First PDF attachment shows in much more clear detail the *values* of bot the the CALCS and GDS TDCFs during a thermalization time that Joe chose in LHO:72622, 2023-07-26 01:10 UTC.
My Second PDF attachment breaks down Joe's LHO:72622 Second Image attachment in to its components:
:: ORANGE shows the correction to the "reference time" response function with the frozen, gated, GDS-computed TDCFs, by the ratio of the "nominal" response function (as computed from the 20230621T211522Z report's pydarm_H1.ini) to that same response function, but with the optical gain, cavity pole, and actuator strengths updated with the frozen GDS TDCF values,
\kappa_C = 0.97828 (frozen that the low, thermalized value of the OM2 HOT value reflecting the unaccounted-for change just one day prior at 2023-07-19; LHO:71484)
f_CC = 444.4 Hz (frozen)
\kappa_U = 1.05196 (frozen at a large, noisy value, right after the MICH FF filter is installed)
\kappa_P = 0.99952 (not frozen)
\kappa_T = 1.03184 (not frozen, large at 3% because of the TST actuation strength drift)
:: BLUE shows the correction to the "reference time" response function with the not-frozen, non-gated, CALCS-computed TDCFs, by the ratio of the "nominal" 20230621T211522Z response function to that same response function updated with the CALCS values,
\kappa_C = 0.95820 (even lower than OM2 HOT value because this time is during thermalization)
f_CC = 448.9 Hz (higher because IFO mode matching and loss are better before the IFO thermalizes)
\kappa_U = 0.98392 (arguably more accurate value, closer to the mean of a very noisy value)
\kappa_P = 0.99763 (the same as GDS, to within noise or uncertainty)
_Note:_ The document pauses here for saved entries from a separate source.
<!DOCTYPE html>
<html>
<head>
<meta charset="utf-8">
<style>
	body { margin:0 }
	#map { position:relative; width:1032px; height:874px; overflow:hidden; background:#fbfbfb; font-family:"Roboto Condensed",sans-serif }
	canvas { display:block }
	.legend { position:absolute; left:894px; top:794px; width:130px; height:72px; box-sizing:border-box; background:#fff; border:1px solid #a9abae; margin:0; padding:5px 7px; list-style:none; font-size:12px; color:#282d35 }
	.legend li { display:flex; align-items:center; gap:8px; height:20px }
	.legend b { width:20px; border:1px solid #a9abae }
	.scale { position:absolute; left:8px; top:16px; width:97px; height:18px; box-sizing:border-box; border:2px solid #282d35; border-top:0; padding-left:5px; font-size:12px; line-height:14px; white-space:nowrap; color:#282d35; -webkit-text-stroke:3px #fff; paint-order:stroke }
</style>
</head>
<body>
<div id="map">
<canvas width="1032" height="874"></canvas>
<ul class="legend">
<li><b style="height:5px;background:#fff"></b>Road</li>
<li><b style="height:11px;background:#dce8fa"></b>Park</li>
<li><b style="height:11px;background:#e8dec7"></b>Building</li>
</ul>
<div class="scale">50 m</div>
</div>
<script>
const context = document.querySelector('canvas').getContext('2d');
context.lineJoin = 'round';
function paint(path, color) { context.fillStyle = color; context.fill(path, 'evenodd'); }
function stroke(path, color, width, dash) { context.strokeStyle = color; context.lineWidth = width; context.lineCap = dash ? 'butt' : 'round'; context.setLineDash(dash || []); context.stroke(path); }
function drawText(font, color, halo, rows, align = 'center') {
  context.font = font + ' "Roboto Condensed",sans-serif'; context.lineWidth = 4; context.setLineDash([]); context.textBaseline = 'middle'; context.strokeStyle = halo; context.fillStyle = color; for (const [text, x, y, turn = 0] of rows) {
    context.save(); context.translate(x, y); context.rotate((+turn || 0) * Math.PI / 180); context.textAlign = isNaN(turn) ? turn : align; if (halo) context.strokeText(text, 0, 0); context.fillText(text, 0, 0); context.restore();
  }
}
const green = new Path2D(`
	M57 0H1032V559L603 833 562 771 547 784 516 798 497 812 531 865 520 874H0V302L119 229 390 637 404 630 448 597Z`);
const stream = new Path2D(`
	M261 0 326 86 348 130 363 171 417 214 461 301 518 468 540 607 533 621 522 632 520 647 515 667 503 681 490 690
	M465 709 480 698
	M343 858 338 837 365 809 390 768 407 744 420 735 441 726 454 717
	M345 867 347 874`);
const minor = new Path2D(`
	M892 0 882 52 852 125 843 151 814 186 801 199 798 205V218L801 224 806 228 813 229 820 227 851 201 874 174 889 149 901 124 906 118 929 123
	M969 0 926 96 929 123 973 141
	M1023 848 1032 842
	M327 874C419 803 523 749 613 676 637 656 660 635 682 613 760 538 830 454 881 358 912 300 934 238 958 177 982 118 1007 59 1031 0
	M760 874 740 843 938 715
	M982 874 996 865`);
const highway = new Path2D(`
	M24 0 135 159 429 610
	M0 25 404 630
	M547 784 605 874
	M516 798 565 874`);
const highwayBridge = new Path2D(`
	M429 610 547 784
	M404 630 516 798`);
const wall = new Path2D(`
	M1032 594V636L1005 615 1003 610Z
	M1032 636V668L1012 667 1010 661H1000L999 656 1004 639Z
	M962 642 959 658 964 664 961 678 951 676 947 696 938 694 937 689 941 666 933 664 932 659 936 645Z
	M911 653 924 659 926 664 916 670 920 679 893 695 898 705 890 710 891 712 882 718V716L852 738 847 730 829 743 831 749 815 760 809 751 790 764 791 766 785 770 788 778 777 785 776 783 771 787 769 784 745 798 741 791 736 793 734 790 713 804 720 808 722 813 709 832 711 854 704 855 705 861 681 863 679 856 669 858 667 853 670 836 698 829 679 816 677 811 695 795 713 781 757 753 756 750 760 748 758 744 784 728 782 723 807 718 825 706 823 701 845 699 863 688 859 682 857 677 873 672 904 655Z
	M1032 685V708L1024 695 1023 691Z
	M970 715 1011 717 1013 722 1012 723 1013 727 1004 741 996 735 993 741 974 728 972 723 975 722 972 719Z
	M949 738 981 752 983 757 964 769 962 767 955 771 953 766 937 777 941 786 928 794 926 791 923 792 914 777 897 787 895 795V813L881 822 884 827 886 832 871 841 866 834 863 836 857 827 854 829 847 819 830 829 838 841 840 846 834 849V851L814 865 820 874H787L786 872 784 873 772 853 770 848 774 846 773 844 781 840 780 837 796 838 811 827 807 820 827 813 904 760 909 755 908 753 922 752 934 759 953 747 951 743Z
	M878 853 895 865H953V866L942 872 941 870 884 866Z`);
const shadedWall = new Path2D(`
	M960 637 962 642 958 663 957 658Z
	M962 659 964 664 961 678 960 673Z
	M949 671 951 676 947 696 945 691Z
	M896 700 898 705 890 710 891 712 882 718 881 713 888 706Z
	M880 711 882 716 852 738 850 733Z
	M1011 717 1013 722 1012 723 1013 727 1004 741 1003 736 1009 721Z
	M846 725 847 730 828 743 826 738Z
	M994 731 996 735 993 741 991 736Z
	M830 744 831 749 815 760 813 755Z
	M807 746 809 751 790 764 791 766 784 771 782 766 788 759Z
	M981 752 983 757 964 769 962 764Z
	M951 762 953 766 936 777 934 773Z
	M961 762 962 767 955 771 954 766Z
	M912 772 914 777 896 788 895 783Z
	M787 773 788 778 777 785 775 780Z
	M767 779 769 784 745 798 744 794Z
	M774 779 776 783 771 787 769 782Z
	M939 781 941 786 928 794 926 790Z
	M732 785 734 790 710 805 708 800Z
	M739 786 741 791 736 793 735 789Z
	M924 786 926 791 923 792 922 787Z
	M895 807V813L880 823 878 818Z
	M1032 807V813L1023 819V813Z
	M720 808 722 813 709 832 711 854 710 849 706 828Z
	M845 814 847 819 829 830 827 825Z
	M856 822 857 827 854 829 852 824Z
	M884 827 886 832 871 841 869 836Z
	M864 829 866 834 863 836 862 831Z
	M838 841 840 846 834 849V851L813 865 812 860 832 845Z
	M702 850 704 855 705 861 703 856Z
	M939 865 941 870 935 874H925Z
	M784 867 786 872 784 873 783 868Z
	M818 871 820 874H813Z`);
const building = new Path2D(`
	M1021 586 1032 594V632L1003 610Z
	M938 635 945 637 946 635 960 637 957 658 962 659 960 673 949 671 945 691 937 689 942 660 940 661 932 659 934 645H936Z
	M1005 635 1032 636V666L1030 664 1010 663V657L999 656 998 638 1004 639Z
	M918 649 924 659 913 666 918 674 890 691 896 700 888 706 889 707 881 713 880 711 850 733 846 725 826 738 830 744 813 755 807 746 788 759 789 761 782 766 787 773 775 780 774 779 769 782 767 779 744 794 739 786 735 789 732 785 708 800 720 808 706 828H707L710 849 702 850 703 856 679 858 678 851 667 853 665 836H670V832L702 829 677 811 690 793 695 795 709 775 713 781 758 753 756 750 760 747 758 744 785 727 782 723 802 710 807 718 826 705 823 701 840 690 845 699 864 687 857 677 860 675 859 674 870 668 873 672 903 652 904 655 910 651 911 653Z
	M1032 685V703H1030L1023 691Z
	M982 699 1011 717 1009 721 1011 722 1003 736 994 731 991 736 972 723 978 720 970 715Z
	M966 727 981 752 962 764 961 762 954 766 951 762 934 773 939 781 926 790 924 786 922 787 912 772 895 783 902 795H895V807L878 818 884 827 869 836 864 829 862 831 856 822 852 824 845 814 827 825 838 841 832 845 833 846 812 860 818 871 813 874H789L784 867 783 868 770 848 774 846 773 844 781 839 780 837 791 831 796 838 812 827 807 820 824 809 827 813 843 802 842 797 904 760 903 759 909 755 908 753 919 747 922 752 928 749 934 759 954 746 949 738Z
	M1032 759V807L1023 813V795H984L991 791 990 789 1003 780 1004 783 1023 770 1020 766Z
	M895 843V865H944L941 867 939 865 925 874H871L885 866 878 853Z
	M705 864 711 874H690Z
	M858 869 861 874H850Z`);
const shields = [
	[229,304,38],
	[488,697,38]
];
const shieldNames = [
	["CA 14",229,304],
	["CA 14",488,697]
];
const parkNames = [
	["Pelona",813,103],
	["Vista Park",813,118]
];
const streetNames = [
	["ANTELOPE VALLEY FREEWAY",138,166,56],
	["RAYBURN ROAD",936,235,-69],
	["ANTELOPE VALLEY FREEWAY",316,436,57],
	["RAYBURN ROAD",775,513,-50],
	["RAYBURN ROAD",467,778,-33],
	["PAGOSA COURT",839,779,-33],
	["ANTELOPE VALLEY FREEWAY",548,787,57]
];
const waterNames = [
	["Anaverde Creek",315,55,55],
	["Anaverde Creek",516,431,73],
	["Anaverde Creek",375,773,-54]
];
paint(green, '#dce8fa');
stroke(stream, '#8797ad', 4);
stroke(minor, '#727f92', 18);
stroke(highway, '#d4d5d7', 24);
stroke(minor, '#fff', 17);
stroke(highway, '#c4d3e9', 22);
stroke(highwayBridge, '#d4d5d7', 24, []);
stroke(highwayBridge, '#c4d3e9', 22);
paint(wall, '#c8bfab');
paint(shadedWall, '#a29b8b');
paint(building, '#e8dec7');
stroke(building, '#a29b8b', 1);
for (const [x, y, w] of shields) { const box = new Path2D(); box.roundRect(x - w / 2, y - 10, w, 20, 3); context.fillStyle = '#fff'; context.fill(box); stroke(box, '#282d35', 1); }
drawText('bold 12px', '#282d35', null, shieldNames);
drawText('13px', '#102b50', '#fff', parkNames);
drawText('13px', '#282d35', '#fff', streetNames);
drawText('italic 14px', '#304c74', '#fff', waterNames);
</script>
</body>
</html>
\kappa_T = 0.03073 (the same as GDS, to within noise or uncertainty)
:: GREEN is a ratio of BLUE / ORANGE -- and thus a repeat of what Joe shows in his LHO:72622 Second Image attachment.
Joe was trying to motivate why (1) the missing ESD driver 3.2 kHz pole is a separable problem from (2) and (3), the bad MICH FF filter spoiling the uncertainty in \kappa_U, \kappa_C, and f_CC, so he glossed over this issue. Further what he plotted in his second attachment, and akin to my GREEN curve, is the *ratio* between corrections, not the actually corrections themselves (ORANGE and BLUE) so it kind of hid this difference.